In recent days, the Fed's interest rate hike and the dollar's rise have tested emerging market countries.
The Argentine peso, the Turkish lira and the Russian rouble have all suffered a relatively large devaluation, while the currencies of India, Indonesia, South Africa and Brazil are also facing tests. "Now the dollar and U.S. stocks are moving up," he said. Xu Mingchi, deputy director of the Institute of World Economics at the Shanghai Academy of Social Sciences, told reporters that this short-term impact on the market, some countries will be affected, if the long-term further decline in these countries ' currencies, will affect our trade and investment between these countries. "However, some countries have their own special reasons for the fall in currency exchange rates." Argentina, for example, is one of the main reasons for the peso's decline due to its inability to repay its debt.
"Xu Mingchi that this wave of declines is estimated to be short-term.

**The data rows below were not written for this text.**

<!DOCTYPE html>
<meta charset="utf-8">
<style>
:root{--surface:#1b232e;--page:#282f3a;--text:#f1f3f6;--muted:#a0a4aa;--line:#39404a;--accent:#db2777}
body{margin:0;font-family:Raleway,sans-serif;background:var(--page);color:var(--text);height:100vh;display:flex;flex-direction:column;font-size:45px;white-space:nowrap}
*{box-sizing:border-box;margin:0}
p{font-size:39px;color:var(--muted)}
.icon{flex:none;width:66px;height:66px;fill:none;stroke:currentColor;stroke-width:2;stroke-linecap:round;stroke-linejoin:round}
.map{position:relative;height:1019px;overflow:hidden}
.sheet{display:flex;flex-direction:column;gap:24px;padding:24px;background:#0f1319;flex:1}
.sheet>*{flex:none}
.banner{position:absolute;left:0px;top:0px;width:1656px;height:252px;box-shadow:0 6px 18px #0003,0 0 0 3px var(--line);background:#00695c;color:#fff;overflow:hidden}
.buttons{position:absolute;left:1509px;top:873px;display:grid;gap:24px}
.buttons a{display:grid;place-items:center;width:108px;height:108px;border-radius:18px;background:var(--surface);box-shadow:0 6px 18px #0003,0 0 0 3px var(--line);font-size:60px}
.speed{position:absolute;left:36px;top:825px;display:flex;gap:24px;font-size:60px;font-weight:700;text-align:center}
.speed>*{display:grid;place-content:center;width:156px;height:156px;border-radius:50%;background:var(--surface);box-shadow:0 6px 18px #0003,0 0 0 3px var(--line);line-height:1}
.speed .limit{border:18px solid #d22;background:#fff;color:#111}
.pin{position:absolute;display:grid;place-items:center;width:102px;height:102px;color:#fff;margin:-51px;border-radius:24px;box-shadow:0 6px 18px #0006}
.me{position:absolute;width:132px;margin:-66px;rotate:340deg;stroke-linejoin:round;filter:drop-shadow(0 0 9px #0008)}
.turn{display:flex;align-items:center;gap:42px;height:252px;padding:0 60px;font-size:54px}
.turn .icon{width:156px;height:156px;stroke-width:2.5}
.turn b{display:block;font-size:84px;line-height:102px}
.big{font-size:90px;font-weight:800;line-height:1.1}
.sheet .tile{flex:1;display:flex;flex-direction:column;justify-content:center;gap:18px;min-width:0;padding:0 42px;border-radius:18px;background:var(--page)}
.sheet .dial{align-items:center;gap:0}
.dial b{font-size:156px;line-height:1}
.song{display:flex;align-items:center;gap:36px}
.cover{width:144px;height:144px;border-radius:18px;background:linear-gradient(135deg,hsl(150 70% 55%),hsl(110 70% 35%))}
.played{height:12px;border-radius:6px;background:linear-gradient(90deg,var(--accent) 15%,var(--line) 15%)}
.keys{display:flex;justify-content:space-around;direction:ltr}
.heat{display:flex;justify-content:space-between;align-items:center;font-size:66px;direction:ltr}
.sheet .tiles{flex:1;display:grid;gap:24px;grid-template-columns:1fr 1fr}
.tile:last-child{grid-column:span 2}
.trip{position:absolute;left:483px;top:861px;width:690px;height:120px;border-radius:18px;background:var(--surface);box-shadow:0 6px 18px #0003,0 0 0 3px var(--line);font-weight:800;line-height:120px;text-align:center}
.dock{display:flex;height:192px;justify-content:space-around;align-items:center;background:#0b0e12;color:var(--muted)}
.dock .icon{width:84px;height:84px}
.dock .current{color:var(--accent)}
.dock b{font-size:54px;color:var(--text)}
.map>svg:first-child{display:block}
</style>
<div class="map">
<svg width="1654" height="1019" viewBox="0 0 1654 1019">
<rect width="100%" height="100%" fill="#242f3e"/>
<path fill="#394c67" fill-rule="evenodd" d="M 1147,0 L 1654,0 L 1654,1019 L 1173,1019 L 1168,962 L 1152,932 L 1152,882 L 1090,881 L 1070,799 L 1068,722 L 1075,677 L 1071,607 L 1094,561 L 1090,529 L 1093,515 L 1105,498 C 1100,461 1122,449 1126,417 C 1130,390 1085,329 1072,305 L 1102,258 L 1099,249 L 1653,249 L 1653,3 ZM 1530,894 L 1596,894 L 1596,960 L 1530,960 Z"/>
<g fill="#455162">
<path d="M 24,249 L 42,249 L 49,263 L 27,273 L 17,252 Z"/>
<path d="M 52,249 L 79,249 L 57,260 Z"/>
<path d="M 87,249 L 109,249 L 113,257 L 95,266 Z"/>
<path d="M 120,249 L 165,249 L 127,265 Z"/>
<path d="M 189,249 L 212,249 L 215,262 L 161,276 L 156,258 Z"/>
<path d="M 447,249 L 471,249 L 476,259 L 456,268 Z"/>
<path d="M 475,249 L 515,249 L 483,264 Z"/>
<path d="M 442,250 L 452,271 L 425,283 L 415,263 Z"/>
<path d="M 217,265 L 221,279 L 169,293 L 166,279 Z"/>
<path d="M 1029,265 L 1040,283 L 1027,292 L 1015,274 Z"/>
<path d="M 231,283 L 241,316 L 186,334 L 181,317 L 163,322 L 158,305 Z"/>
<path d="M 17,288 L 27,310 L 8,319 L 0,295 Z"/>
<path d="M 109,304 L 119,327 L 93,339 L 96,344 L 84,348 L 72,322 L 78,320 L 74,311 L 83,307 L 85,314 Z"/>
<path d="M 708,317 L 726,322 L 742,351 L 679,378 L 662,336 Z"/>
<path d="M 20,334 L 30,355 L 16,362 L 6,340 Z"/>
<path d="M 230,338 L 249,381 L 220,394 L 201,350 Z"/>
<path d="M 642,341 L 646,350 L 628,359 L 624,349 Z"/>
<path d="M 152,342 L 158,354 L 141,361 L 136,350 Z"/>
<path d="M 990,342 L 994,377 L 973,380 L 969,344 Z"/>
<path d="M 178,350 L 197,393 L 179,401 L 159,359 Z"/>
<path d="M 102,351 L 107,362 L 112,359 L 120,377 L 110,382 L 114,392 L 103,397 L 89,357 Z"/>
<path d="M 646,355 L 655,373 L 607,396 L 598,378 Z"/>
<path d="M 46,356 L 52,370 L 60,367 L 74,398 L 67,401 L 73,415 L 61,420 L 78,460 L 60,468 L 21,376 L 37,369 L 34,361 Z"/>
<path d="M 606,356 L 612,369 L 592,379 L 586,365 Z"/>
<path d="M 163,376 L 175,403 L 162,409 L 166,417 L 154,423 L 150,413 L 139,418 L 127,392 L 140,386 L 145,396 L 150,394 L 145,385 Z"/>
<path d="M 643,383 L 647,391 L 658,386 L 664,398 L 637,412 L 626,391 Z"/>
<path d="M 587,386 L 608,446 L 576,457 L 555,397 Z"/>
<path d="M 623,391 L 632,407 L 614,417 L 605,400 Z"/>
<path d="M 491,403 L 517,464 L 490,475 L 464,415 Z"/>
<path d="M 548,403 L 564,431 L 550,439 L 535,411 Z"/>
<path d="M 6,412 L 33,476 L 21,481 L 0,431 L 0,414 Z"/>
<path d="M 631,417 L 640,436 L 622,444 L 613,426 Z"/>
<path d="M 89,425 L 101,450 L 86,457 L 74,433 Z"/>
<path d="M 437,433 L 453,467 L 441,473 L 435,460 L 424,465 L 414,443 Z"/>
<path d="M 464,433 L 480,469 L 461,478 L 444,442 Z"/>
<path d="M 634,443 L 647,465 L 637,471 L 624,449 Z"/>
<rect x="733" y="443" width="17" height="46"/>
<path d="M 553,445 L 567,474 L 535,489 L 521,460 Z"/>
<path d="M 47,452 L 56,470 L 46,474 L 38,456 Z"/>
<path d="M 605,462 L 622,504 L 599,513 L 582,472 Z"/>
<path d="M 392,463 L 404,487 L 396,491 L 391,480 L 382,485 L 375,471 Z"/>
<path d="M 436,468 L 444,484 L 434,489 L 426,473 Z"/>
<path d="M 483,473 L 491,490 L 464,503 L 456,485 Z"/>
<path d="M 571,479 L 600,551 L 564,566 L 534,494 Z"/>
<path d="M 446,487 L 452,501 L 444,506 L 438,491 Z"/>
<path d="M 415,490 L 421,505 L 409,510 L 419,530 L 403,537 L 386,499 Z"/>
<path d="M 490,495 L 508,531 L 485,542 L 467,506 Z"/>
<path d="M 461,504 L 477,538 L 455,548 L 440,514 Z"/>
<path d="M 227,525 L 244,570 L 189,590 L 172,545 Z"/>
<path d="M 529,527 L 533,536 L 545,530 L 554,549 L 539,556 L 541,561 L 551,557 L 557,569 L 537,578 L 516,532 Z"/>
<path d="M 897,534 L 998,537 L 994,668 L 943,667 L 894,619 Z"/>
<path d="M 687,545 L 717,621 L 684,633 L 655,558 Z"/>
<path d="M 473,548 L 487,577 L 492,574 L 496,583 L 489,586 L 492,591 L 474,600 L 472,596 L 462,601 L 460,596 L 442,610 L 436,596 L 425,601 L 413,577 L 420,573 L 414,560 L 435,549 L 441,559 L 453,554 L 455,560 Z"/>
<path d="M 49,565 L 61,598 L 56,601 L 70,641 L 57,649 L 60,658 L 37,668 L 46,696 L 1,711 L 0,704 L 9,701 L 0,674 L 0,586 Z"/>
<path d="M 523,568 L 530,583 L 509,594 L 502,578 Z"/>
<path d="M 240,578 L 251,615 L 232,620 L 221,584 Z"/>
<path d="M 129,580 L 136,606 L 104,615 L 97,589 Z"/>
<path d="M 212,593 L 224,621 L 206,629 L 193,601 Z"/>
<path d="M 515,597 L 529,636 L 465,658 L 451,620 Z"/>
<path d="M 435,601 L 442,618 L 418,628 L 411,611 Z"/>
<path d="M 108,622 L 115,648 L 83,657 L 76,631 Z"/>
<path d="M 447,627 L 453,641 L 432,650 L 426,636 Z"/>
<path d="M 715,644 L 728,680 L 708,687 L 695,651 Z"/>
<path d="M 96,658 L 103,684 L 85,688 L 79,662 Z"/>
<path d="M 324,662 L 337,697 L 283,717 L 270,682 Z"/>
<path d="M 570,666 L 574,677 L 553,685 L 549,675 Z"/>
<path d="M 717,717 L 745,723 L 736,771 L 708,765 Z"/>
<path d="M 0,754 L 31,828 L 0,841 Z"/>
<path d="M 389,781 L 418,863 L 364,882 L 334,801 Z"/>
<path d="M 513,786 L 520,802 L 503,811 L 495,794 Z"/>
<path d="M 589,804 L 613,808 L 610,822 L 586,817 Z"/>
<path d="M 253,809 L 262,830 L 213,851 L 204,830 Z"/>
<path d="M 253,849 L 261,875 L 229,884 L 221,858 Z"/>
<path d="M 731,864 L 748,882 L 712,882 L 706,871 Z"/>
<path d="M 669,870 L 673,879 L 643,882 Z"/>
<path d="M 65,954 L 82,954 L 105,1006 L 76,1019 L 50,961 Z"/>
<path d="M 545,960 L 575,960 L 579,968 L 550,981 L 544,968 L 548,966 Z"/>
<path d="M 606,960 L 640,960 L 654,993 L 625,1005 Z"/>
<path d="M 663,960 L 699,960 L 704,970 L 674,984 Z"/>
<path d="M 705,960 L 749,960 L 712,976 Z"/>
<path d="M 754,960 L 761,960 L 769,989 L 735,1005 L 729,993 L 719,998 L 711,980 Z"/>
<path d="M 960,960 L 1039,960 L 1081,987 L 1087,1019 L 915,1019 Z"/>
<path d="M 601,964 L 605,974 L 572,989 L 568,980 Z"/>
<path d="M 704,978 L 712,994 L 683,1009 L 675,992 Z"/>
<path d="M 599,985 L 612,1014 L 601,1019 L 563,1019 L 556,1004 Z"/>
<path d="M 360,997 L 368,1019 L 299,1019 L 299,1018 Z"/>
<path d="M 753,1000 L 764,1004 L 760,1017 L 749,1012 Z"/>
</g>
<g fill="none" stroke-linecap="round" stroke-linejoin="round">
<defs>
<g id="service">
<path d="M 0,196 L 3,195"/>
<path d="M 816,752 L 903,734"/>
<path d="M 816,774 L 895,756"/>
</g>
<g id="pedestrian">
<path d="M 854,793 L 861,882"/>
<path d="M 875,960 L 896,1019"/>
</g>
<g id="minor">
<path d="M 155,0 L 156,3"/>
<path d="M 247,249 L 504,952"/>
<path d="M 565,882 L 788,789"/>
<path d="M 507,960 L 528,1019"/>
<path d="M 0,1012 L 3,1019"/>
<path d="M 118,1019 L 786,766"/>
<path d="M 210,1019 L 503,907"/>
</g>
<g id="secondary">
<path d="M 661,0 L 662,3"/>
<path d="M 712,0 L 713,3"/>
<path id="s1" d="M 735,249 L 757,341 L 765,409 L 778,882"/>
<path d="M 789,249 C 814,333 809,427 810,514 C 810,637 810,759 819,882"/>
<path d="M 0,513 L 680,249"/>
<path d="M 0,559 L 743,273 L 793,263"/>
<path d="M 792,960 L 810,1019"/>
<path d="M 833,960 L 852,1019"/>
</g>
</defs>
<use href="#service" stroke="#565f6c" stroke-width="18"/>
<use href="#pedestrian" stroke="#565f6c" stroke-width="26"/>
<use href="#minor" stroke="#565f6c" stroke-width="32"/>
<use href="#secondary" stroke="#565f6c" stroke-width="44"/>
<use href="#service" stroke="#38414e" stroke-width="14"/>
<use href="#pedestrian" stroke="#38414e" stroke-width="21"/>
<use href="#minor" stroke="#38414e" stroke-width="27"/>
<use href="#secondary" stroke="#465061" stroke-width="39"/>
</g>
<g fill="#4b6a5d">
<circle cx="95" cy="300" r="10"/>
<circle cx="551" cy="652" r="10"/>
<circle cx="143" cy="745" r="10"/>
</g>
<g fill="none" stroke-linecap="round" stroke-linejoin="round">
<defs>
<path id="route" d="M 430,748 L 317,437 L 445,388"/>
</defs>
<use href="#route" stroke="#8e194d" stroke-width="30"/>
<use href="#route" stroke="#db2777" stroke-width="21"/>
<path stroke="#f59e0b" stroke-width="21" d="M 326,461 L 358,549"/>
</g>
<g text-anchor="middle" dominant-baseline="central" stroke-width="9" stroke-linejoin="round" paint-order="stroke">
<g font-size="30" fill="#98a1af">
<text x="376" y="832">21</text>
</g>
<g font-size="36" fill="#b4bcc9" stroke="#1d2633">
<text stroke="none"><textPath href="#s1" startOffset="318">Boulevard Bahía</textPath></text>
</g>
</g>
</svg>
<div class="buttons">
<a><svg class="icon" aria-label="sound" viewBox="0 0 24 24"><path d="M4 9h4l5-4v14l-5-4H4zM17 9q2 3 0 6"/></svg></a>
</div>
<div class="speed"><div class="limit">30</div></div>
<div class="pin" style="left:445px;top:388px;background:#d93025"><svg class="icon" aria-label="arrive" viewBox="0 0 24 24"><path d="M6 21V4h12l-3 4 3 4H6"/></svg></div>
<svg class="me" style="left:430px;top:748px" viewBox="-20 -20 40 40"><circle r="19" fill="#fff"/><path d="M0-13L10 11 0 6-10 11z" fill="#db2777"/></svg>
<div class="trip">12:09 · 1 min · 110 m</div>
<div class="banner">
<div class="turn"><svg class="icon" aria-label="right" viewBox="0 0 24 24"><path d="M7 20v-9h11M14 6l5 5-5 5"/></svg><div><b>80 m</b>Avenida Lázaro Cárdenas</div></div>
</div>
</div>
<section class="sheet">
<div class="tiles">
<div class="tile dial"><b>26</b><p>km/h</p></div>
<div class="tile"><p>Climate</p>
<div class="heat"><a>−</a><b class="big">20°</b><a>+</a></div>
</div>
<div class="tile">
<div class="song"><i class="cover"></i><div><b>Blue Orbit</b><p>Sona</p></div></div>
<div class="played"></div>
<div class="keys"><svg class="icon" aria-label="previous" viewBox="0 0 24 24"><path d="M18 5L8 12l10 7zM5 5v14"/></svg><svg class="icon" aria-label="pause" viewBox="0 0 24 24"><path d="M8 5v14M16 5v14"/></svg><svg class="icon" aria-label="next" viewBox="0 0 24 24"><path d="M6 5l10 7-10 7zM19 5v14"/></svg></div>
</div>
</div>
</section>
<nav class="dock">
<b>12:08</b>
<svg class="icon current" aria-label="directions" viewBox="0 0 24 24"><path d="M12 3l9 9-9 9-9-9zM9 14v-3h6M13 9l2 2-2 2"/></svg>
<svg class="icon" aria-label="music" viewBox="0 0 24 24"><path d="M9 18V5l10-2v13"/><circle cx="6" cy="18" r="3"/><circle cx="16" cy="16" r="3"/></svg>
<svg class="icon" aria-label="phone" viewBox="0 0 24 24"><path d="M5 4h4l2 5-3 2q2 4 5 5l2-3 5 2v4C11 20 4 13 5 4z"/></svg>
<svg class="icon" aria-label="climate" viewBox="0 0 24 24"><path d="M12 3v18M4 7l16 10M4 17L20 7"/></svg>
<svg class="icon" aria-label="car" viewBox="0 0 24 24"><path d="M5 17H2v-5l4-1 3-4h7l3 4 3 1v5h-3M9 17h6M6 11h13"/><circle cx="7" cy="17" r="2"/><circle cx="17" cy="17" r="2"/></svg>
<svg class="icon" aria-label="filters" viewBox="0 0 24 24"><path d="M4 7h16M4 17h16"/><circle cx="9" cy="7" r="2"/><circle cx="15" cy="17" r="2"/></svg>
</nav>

How should China's financial regulators and Chinese companies cope with a sharp fall in the exchange rate of multinational currencies? In the case of Sheihui, Ph. D., a doctor at the Academy of Social Sciences, China is very different from these countries, and the renminbi does not have such a slump, so we can do our own thing in the current situation.
Zhang Ming, chief economist of Ping An securities and a researcher at the Institute of Social Sciences, said that China does not have to follow suit to raise interest rates in the face of US interest rate hikes.